4.30.2006

The Addict and his Addiction

When the language of addiction is used, that is to say, whenever we talk about addiction and of people or nations being 'addicted' to things, we are really establishing the reality of two objects: the addict and the addiction (and a complex narrative of their interrelationship). It does some good, therefore, to try to fix a definition for addiction specifically as opposed to other forms of need. The form of addiction is a subspecies of need: it is, to be precise, attachment to a false need (specifiable ceteris paribus). For instance, when the addict cannot live (or function well) without the 'addiction', we are rather describing an essential need of the subject than an addiction. Food, water, are examples of true biological needs. If we are Thomistic, we might add thought as another kind of true need. Against true needs, the relational concept of addiction may be said to describe the condition of a subject who (falsely) believes himself to need an object which he, in fact, does not. He may here be said to be 'addicted' to his object.

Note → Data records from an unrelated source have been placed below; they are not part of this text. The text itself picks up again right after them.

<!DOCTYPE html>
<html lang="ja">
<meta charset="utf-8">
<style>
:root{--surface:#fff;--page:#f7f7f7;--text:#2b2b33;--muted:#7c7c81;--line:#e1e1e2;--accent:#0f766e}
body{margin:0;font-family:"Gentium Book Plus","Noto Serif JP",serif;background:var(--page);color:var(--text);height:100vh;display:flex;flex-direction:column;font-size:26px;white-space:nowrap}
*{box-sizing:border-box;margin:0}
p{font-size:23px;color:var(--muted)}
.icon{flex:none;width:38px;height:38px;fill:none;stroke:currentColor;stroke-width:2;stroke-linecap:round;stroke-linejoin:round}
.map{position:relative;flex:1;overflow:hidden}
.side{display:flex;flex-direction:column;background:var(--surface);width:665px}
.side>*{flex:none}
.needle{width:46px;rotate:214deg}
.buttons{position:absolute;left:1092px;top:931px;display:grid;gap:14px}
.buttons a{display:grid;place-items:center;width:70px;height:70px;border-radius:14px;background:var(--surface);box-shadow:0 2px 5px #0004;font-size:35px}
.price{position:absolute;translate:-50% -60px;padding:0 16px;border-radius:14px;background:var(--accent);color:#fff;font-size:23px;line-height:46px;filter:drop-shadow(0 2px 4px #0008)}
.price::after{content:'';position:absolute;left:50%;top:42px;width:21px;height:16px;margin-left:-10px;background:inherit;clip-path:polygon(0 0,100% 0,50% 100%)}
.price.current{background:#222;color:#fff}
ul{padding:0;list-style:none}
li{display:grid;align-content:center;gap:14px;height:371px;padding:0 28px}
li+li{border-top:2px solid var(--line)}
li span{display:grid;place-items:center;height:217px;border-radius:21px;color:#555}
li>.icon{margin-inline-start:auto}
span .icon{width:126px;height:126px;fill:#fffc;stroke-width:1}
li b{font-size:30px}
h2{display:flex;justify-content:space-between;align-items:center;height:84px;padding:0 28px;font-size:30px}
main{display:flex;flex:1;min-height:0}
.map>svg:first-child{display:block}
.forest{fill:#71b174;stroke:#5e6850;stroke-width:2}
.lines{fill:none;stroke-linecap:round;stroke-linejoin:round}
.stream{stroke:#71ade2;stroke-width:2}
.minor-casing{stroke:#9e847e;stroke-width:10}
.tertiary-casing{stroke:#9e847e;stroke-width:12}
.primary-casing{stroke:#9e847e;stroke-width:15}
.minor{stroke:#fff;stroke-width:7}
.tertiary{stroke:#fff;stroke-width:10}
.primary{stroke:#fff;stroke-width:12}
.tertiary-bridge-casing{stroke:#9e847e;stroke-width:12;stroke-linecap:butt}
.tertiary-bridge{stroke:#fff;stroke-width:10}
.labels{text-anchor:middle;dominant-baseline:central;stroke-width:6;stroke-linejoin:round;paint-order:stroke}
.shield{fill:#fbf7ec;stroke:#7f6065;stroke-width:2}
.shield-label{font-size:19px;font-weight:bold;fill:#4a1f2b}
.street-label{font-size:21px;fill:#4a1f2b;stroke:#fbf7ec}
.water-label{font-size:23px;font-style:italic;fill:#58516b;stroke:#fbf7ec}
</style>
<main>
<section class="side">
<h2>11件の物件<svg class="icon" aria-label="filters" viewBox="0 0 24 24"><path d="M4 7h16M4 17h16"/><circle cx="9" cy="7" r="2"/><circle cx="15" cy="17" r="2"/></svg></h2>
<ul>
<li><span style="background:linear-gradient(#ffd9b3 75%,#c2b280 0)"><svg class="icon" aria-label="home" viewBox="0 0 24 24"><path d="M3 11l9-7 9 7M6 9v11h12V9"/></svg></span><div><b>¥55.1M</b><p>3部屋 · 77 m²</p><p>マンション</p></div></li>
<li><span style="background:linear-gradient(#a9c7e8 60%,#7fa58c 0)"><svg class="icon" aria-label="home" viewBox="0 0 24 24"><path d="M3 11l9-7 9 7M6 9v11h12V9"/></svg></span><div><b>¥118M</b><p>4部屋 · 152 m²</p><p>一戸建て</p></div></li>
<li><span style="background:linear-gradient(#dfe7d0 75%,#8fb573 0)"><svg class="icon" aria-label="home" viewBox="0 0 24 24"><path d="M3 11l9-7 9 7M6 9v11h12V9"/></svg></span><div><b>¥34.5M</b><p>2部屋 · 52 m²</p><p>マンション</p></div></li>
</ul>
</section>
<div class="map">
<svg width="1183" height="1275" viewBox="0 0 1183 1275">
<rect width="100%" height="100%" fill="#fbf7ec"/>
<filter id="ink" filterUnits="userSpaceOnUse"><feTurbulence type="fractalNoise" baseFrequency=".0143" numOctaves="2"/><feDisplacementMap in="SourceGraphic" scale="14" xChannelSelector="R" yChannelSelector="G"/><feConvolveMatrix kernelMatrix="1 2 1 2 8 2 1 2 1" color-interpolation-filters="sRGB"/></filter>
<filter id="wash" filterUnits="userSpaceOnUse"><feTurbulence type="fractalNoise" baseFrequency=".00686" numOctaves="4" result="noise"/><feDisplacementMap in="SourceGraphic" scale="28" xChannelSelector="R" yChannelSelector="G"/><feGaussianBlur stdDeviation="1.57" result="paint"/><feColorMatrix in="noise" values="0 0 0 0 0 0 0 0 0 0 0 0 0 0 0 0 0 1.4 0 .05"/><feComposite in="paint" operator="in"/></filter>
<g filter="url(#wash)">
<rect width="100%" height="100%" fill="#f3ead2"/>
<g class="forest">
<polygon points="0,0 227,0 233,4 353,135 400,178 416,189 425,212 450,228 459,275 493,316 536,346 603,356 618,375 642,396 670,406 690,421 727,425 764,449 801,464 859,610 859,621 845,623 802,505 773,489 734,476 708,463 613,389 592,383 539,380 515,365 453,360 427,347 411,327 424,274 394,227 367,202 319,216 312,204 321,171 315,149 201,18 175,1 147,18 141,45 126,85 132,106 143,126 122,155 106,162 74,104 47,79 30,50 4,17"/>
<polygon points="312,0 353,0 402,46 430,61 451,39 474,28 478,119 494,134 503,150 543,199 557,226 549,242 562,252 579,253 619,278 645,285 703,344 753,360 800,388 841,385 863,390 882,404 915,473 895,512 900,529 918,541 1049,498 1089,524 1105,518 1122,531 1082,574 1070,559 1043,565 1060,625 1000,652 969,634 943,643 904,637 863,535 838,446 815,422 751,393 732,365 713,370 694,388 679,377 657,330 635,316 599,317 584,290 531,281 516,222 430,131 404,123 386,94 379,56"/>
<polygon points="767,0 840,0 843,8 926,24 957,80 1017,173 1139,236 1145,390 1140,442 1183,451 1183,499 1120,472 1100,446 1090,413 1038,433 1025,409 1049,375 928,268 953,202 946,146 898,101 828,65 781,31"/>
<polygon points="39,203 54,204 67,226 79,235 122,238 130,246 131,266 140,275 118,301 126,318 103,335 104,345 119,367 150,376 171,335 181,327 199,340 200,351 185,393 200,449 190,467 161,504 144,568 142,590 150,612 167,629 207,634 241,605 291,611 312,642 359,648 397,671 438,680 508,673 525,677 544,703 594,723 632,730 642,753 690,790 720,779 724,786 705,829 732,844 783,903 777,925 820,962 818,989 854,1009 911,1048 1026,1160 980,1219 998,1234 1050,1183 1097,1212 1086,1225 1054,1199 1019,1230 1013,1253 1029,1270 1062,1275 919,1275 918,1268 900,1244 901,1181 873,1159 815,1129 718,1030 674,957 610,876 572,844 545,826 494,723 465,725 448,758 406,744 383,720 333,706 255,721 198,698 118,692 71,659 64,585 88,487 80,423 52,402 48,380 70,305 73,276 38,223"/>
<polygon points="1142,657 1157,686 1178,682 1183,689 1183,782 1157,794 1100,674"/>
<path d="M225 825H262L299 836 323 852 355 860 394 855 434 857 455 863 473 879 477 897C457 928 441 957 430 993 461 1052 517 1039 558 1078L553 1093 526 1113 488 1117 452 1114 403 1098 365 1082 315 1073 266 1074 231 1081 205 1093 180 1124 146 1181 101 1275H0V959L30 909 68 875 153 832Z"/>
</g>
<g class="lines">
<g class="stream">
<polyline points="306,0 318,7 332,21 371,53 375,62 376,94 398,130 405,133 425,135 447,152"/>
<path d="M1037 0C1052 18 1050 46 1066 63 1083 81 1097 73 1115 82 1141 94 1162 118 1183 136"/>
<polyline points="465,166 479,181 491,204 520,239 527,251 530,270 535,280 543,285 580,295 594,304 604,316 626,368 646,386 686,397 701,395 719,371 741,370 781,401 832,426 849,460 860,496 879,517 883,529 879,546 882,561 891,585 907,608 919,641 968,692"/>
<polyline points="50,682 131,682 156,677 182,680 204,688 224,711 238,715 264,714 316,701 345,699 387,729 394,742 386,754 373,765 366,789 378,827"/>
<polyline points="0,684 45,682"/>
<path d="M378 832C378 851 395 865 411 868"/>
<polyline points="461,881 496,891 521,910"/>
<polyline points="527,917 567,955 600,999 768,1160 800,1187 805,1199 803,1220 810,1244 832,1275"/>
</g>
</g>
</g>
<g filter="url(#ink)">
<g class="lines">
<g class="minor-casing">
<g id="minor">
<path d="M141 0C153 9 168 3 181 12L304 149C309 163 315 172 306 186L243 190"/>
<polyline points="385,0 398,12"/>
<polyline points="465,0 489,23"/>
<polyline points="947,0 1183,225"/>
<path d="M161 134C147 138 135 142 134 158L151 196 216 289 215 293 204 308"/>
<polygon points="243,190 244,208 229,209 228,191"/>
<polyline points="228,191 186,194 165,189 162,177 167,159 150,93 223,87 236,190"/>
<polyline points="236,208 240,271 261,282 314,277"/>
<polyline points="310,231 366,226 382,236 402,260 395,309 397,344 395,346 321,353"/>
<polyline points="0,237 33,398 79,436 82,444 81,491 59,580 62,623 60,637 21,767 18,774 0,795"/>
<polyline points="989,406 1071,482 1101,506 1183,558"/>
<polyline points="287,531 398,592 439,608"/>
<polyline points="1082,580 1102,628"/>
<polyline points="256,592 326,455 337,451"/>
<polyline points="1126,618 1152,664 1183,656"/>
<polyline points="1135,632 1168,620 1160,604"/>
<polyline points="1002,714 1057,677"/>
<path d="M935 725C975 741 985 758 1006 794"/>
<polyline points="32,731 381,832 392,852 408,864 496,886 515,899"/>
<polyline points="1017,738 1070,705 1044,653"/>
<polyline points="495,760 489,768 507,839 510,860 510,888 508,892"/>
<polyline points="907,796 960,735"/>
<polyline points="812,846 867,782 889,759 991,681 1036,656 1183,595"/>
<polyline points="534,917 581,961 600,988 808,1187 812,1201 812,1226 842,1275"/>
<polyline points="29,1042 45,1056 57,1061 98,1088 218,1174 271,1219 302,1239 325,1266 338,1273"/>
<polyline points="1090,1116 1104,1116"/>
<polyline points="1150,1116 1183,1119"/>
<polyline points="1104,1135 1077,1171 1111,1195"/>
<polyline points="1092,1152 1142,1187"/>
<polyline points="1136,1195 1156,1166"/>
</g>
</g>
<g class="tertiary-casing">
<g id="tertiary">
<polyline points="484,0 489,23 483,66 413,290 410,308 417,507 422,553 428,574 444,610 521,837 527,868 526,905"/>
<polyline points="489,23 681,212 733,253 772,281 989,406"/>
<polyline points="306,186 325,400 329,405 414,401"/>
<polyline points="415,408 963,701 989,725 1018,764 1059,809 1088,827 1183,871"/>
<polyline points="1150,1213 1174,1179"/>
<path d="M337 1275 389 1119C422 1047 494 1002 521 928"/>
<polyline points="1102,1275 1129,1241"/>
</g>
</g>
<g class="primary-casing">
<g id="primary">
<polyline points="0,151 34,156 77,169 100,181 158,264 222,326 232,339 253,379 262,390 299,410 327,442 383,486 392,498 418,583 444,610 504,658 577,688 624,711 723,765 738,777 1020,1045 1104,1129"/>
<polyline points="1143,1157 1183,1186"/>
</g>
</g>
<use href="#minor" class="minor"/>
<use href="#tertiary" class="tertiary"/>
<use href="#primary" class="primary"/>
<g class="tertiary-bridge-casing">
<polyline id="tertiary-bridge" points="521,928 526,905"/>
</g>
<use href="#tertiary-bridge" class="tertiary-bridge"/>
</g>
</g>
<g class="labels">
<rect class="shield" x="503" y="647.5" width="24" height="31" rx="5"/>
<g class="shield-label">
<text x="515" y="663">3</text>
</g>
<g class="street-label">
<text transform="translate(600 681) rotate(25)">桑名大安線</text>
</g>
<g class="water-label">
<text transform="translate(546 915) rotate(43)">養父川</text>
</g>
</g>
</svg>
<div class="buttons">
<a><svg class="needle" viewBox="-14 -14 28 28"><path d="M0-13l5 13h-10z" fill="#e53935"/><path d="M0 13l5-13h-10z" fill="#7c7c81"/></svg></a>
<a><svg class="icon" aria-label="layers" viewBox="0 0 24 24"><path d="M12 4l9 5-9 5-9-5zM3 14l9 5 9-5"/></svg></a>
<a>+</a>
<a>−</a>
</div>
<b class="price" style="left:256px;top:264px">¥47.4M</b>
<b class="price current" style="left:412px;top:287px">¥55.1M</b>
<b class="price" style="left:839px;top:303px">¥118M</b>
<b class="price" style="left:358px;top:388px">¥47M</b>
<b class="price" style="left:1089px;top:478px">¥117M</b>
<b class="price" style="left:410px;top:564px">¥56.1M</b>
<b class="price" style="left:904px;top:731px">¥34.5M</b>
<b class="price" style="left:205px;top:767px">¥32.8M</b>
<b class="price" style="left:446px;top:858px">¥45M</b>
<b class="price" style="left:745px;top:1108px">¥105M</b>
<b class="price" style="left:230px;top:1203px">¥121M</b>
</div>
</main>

Connected to the concept of addiction , interestingly, is that of 'recovery'. Recovery is defined in contraposition to addiction. It is the refined absence of the substance that is its positive addiction. For recovery consists in the rehabilitaton of the subject so as to be free of the extraneous object to which he has become attached, of which believing himself to be in need--falsely I may add. Freedom in this case means the ability and the willingness to do without.